How to download and install OS X 10.10 Yosemite early
At WWDC on Monday, Apple unveiled the latest version of OS X, codenamed Yosemite. The final release is scheduled for this autumn, but if you’re a Mac user, you’re probably eager to get your hands on it as soon as possible. See also: Apple unveils iOS 8 a WWDC 2014.
How to download and install OS X 10.10 Yosemite beta
The good news is that, for the first time ever, Apple is running a public beta programme, allowing volunteer testers to download a preview of Yosemite for free. Be warned though: if you choose to install a beta OS, you do so at your own risk, and you can expect to run up against bugs and incomplete features. That’s the whole point of the beta, and a Feedback Assistant application is included for reporting such experiences to Apple.
It’s also worth noting that if you sign up, you’re agreeing to some limitations on what you can publicly say about the software. Even though details of the new OS are all over the web, the website instructs beta testers not to “blog, post screen shots, tweet or publicly post information about the pre-release Apple software … and don’t discuss the pre-release Apple software with or demonstrate it to others who are not in the OS X Beta Programme.”

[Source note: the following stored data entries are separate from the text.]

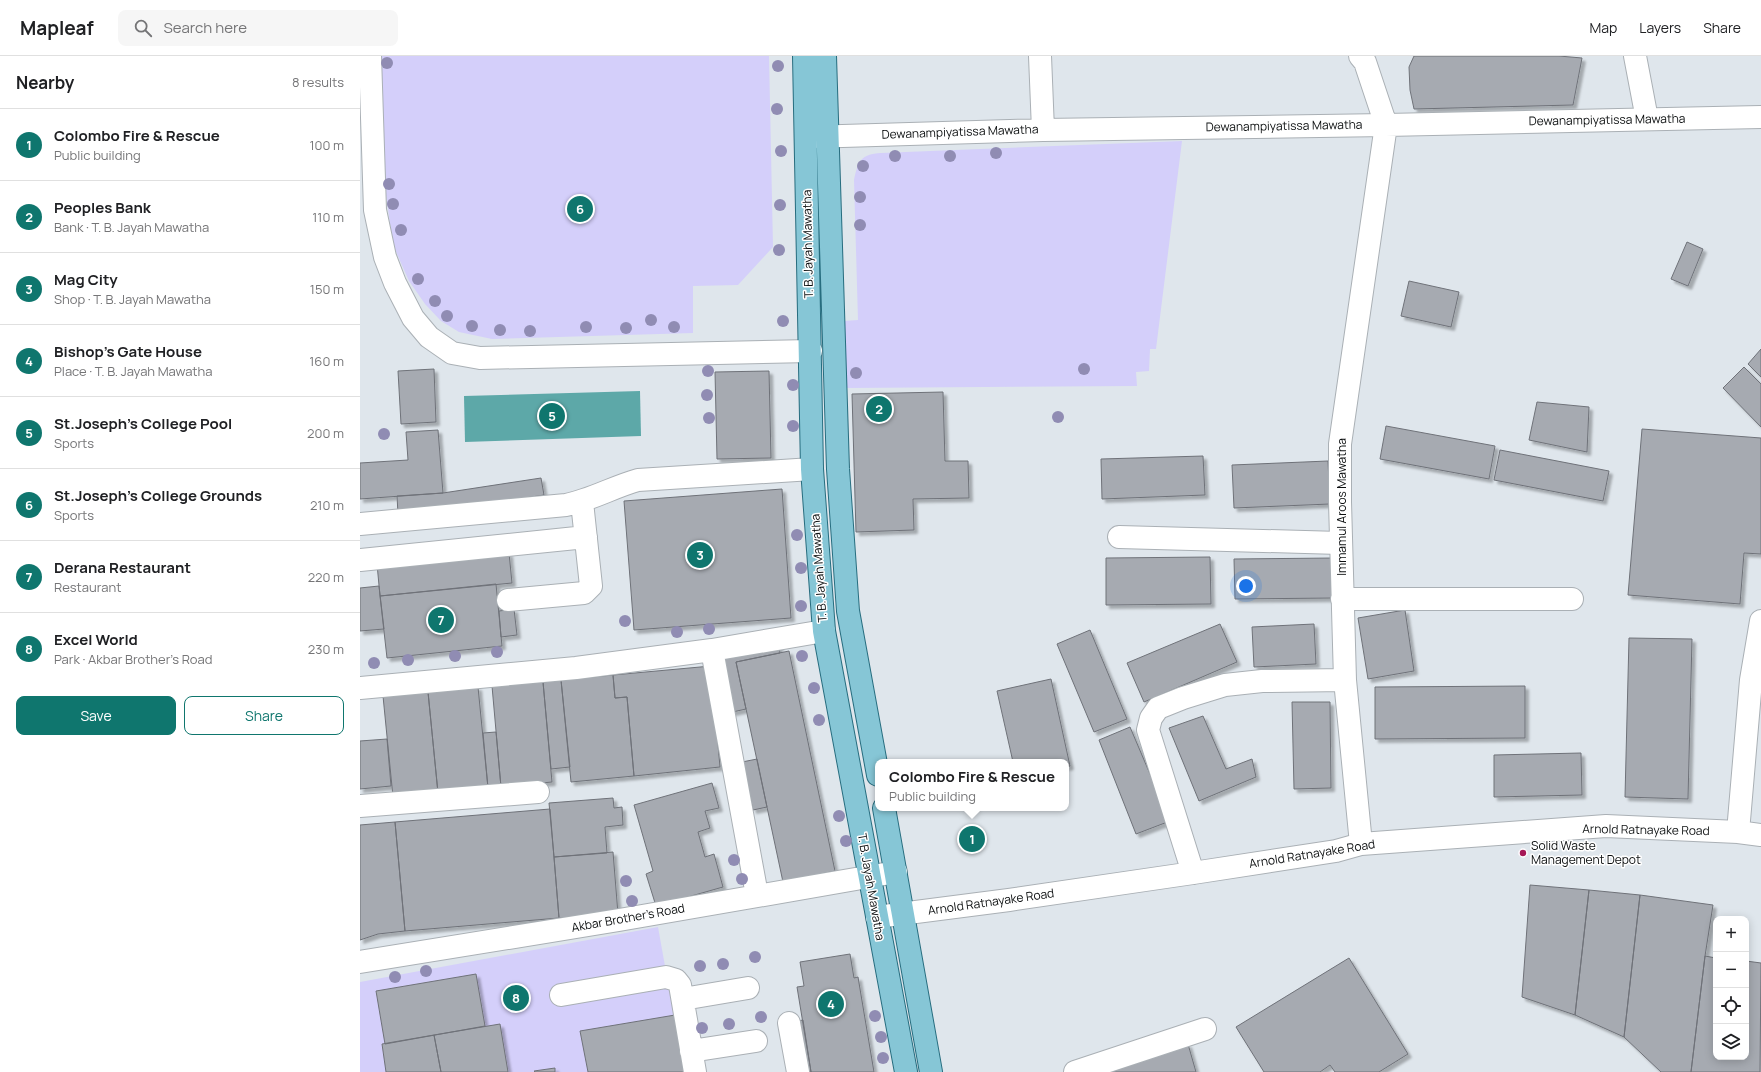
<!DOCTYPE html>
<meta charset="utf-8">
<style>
:root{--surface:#fff;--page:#f6f6f6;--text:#202124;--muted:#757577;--line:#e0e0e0;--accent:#0f766e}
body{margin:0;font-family:Manrope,sans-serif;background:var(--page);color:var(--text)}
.controls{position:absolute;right:12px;bottom:12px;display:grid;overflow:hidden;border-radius:8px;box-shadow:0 2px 10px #0003}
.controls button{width:36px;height:36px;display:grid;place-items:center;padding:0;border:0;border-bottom:1px solid var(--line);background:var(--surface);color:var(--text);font:20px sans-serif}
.you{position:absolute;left:886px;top:530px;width:14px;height:14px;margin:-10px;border:3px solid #fff;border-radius:50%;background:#1a73e8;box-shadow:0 0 0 6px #1a73e833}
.badge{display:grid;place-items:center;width:26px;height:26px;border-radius:50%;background:var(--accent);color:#fff;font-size:13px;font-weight:700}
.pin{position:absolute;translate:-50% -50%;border:2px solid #fff;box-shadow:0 1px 4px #0006}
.popup{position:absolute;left:515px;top:703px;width:194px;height:52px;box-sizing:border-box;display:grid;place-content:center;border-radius:8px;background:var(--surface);filter:drop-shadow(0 1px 3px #0005);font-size:13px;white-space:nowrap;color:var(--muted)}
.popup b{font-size:15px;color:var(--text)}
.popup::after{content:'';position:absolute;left:50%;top:100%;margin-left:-8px;border:8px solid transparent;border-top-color:var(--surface)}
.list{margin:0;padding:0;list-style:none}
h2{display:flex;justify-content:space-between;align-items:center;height:52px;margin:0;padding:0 16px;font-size:17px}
h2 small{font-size:13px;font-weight:400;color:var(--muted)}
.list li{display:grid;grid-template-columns:26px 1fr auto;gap:12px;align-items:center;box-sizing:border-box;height:72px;padding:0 16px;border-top:1px solid var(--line)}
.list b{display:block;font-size:15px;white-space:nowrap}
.list p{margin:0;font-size:13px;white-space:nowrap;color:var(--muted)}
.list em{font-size:13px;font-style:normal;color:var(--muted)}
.actions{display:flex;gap:8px;padding:12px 16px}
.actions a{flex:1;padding:9px 0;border:1px solid var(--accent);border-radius:8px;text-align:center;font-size:14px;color:var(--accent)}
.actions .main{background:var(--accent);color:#fff}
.icon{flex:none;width:22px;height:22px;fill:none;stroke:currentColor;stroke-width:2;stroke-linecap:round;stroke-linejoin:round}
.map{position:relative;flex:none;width:1401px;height:1016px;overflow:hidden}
header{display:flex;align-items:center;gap:24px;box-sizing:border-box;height:56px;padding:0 20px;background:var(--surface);border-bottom:1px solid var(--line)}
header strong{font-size:19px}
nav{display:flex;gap:22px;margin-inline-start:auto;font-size:14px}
.search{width:280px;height:36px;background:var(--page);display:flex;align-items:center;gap:10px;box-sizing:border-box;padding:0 14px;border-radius:8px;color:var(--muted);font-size:15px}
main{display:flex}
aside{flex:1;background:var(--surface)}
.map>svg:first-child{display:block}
</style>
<header>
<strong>Mapleaf</strong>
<div class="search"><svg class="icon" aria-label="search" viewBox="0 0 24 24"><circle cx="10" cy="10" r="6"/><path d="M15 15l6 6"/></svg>Search here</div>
<nav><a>Map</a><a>Layers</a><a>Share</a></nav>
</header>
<main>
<aside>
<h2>Nearby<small>8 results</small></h2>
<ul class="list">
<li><span class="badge">1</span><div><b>Colombo Fire &amp; Rescue</b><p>Public building</p></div><em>100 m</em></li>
<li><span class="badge">2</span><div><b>Peoples Bank</b><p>Bank · T. B. Jayah Mawatha</p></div><em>110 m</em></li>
<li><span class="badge">3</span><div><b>Mag City</b><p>Shop · T. B. Jayah Mawatha</p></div><em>150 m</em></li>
<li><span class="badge">4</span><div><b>Bishop's Gate House</b><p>Place · T. B. Jayah Mawatha</p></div><em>160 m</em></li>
<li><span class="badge">5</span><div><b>St.Joseph's College Pool</b><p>Sports</p></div><em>200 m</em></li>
<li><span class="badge">6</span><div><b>St.Joseph's College Grounds</b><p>Sports</p></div><em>210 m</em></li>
<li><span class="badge">7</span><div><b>Derana Restaurant</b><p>Restaurant</p></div><em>220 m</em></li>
<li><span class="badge">8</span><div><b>Excel World</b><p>Park · Akbar Brother's Road</p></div><em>230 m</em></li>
</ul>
<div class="actions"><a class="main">Save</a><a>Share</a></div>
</aside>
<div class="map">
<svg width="1401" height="1016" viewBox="0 0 1401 1016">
<defs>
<filter id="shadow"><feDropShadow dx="3.5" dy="3.5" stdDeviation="1" flood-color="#0004"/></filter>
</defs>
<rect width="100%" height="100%" fill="#dfe6ec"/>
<path fill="#d4cffa" d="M20,0H409L413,191L378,229L333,230V277L132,283L99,276L81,265L65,248L49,225L33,189L23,117Z
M822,85L796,293H790L789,315L776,316L777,330L487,332L484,265L498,264L494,124C498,105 501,98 521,97Z
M298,871L324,1016H0V926Z"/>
<path fill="#5da8a8" d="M280,335L281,380L105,386L104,340Z"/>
<path fill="#a6aab1" stroke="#6f7279" filter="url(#shadow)" d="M1054,0H1199L1222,2L1213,49L1054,53L1050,34L1049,11Z
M1327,186L1343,193L1328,230L1311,223Z
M1049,225L1099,236L1091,271L1041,260Z
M1401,293V321L1388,308Z
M1384,311L1401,328V371L1363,332Z
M74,313L76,366L41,368L38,315Z
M409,315L411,402L357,403L355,316Z
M583,336L585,405H608L609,442L553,443L554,474L496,476L492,338Z
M1177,346L1229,351L1227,396L1169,384Z
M1026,370L1135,390L1129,423L1020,403Z
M1282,373L1401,382V498L1384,497L1380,548L1268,539Z
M78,374L83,437L0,443V407L48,404L46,376Z
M1140,394L1249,415L1243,445L1134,424Z
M843,400L845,439L742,443L741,403Z
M968,405L970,448L874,452L872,409Z
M181,422L184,439L89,454L38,458L37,440L83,437Z
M422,433L431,562L274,574L264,445Z
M149,497L152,527L20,540L17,508Z
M850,501L851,548L746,549V502Z
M974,502L975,542L875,543L874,503Z
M136,528L142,590L27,602L20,540Z
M19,530L24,573L0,575V532Z
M154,553L157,579L141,581L139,555Z
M1045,554L1054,615L1008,623L998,562Z
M860,568L877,606L784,646L767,607Z
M954,568L956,608L894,611L892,571Z
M730,574L767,663L734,676L697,588Z
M1269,582L1332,583L1328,743L1265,741Z
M419,589L420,597L376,606L386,653L368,657L356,598Z
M429,595L475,815L423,826L376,606Z
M351,610L360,711L274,720L267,641L255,642L253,619Z
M253,619L255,642L267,641L274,720L211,726L201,624Z
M691,623L710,710L706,711V706H653L637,635Z
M201,624L210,711L191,713L183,626Z
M183,626L192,726L141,731L132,630Z
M1165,630V682L1015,683V631Z
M118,631L128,732L78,737L68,636Z
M68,636L78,737L33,741L23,640Z
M932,646H970L971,732L934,733Z
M843,660L866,713L892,703L896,721L839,745L809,672Z
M770,671L810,765L776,778L739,684Z
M136,676L141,731L128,732L123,677Z
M27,683L31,730L0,733V685Z
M1221,697L1222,739L1134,741V699Z
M397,703L407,751L393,754L382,706Z
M352,727L359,752L345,755L350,772L338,776L345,801L354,798L363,831L296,850L286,818L293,815L274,749Z
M253,742L254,752L262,751L263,769L245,771L247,797L194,801L189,747Z
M190,753L199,862L45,875L35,766Z
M35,766L45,875L18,878L0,884V769Z
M253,796L258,858L199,862L194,801Z
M1170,829L1229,834L1215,959L1162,941Z
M1229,834L1280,839L1264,981L1215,959Z
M1280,839L1353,849L1345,900L1331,1016H1301L1264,981Z
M490,898L494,922L498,921L514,1016H451L437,931L444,930L440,906Z
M1345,900L1356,902V1001H1386V905L1401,907L1400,1016H1331Z
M989,902L1048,998L1019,1016H975L970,1009L960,1016H904L876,971Z
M116,918L125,970L25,988L16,935Z
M315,959L324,1016H228L220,975Z
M443,964L451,1016H441L432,966Z
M140,968L148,1016H81L74,979Z
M74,979L81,1016H26L22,988Z
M828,988L836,1016H736Z
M195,1012V1016H175L174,1015Z"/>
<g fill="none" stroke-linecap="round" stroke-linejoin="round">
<g stroke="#aab0b5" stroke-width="24">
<path id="minor" d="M10,0L15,154L25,201L35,227L53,262L69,281L92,297L120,302L451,295
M680,0L683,74
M1000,0L1005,6L1026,69L980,388V446L985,624L1001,788
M1275,0L1287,63
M449,81L683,74L1026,69L1401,61
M0,468L206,449C231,444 253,431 278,424L452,413
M759,481L980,487
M0,504L226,481
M982,543H1212
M148,544L224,537L231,530L222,446
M352,594L397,839
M0,632L216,612L352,594L464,575
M0,750L178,736
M1378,776L1391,624L1401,565
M833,817L788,674L791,662L798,652L823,642L865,629L902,625L985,624
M517,861L649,844L833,817L976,795L1001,788L1246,770L1378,776L1401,779
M0,906L259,864L536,816
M201,939L306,921L316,924L320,929L335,1016
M323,943L388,932
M429,967L438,1016
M331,995L396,985
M715,1016L845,973"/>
</g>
<g stroke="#276d7f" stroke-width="24">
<path id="major" d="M444,0L452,413L464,575L546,1016
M465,0L478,413L488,555L518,719
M524,752L571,1016"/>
</g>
<use href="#minor" stroke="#fff" stroke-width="22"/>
<use href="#major" stroke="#86c6d6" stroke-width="22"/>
</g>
<g fill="#908cb3">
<circle cx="27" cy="7" r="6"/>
<circle cx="418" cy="10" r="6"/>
<circle cx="417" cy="53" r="6"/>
<circle cx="421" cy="95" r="6"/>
<circle cx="636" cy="97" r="6"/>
<circle cx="535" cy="100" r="6"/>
<circle cx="590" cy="100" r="6"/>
<circle cx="503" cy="110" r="6"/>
<circle cx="29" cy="128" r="6"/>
<circle cx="500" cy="141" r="6"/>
<circle cx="33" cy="148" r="6"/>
<circle cx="420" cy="149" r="6"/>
<circle cx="500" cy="169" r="6"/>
<circle cx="41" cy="174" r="6"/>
<circle cx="419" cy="194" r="6"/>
<circle cx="58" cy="223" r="6"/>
<circle cx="75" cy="245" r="6"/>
<circle cx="87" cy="260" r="6"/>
<circle cx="291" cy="264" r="6"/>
<circle cx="423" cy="265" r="6"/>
<circle cx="112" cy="270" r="6"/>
<circle cx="226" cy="271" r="6"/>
<circle cx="314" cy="271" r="6"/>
<circle cx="266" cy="272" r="6"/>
<circle cx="140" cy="274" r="6"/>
<circle cx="170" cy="275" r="6"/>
<circle cx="724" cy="313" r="6"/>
<circle cx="348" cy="315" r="6"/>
<circle cx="496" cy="317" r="6"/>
<circle cx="433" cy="329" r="6"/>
<circle cx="347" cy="339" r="6"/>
<circle cx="698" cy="361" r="6"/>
<circle cx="349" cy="362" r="6"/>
<circle cx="433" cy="370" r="6"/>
<circle cx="24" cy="378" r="6"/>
<circle cx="437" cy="479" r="6"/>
<circle cx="441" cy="512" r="6"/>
<circle cx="441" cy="550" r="6"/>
<circle cx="265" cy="565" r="6"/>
<circle cx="349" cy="573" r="6"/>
<circle cx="317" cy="576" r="6"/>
<circle cx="137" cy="596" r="6"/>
<circle cx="95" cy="600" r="6"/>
<circle cx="442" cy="600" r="6"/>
<circle cx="48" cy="604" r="6"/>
<circle cx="14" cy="607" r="6"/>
<circle cx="454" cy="632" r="6"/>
<circle cx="459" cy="664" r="6"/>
<circle cx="479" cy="760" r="6"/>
<circle cx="486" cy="785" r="6"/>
<circle cx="374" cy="804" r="6"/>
<circle cx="382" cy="823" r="6"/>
<circle cx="266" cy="825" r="6"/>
<circle cx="272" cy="845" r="6"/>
<circle cx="395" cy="901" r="6"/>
<circle cx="363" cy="908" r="6"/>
<circle cx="340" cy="910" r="6"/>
<circle cx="66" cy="915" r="6"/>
<circle cx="35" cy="921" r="6"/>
<circle cx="515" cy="960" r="6"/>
<circle cx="401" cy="961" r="6"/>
<circle cx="369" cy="968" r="6"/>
<circle cx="342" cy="972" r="6"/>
<circle cx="521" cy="981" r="6"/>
<circle cx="523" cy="1002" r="6"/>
</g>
<circle fill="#a61756" stroke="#fff" stroke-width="1.5" cx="1163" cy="797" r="4"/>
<g text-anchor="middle" stroke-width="3" stroke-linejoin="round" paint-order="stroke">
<g font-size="12" fill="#0c0f10" stroke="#fff">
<text transform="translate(1247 64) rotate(-1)" y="4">Dewanampiyatissa Mawatha</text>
<text transform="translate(924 70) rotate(-1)" y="4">Dewanampiyatissa Mawatha</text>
<text transform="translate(600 76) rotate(-2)" y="4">Dewanampiyatissa Mawatha</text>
<text transform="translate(448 188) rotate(-91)" y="4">T. B. Jayah Mawatha</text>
<text transform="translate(982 451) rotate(-90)" y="4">Immamul Aroos Mawatha</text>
<text transform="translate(459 512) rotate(-94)" y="4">T. B. Jayah Mawatha</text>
<text transform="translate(1286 774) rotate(1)" y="4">Arnold Ratnayake Road</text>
<text transform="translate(952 798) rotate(-9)" y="4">Arnold Ratnayake Road</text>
<text transform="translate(511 831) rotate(80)" y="4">T. B. Jayah Mawatha</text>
<text transform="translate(631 846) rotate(-8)" y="4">Arnold Ratnayake Road</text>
<text transform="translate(268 862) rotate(-10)" y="4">Akbar Brother's Road</text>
</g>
<g font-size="12" fill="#0c0f10" stroke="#fff" text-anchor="start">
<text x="1171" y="794">Solid Waste<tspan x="1171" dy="14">Management Depot</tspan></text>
</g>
</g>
</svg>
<div class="controls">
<button>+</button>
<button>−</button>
<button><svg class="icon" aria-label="locate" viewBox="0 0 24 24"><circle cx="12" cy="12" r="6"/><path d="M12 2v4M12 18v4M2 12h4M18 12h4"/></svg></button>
<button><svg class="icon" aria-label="layers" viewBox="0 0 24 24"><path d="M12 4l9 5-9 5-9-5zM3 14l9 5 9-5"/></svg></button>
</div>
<div class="you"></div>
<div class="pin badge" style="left:612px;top:783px">1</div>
<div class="popup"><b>Colombo Fire &amp; Rescue</b>Public building</div>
<div class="pin badge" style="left:519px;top:353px">2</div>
<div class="pin badge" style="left:340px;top:499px">3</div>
<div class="pin badge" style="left:471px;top:948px">4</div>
<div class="pin badge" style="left:192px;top:360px">5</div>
<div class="pin badge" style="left:220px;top:153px">6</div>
<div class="pin badge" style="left:81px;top:564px">7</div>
<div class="pin badge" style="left:156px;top:942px">8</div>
</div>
</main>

This is only a temporary stricture, though. When the final code arrives, you’ll be able to upgrade to it directly from the beta, and everything will be back to normal.
If you want to sign up for the beta programme, you can do so via Apple’s Software Customer Seeding site. At the time of writing, the programme is still accepting new sign-ups, but it’s limited to the first million registrations – yes, you read that correctly – and it remains to be seen how quickly they’ll be snapped up. The beta download isn’t yet online, but Apple promises it will be available “soon”.
How to download and install OS X 10.10 Yosemite as a developer
If the beta programme gets filled up before you can register – or if you’re an advanced user seeking access not only to the OS but also to supporting documentation and other resources – then an alternative way to get early access is by signing up to the Mac Developer programme. Participants receive a unique code for the Mac App Store which lets them download a Developer Preview release of the OS as an optional software update.
Like beta testers, developers agree to a confidentiality clause. But a developer subscription costs money – £60 a year, to be precise. Considering that the final release of Yosemite will be free, it’s a lot to pay if you simply want to play with the new OS for a few months before the official launch. Developers also get access to unreleased betas of minor updates (such as the inevitable OS X 10.10.1), but since a subscription lasts only for a year, if you take one out now it may well run out before you see a developer preview of OS X 10.11.
Historically, developers have received not only the initial preview of the forthcoming OS but also a stream of pre-release updates, as bugs are fixed and feature updates are rolled into the main code. It’s not currently clear whether the same will apply to the beta release: Apple explicitly warns that “there is no guarantee that participants in the OS X Beta Programme will be given access to the same updates of OS X that the Mac Developer Programme receives.”
Signing up as a developer may therefore get you a more complete and stable preview – but if you’re merely hankering for a glimpse of the future, we suspect the free beta will be a more attractive option.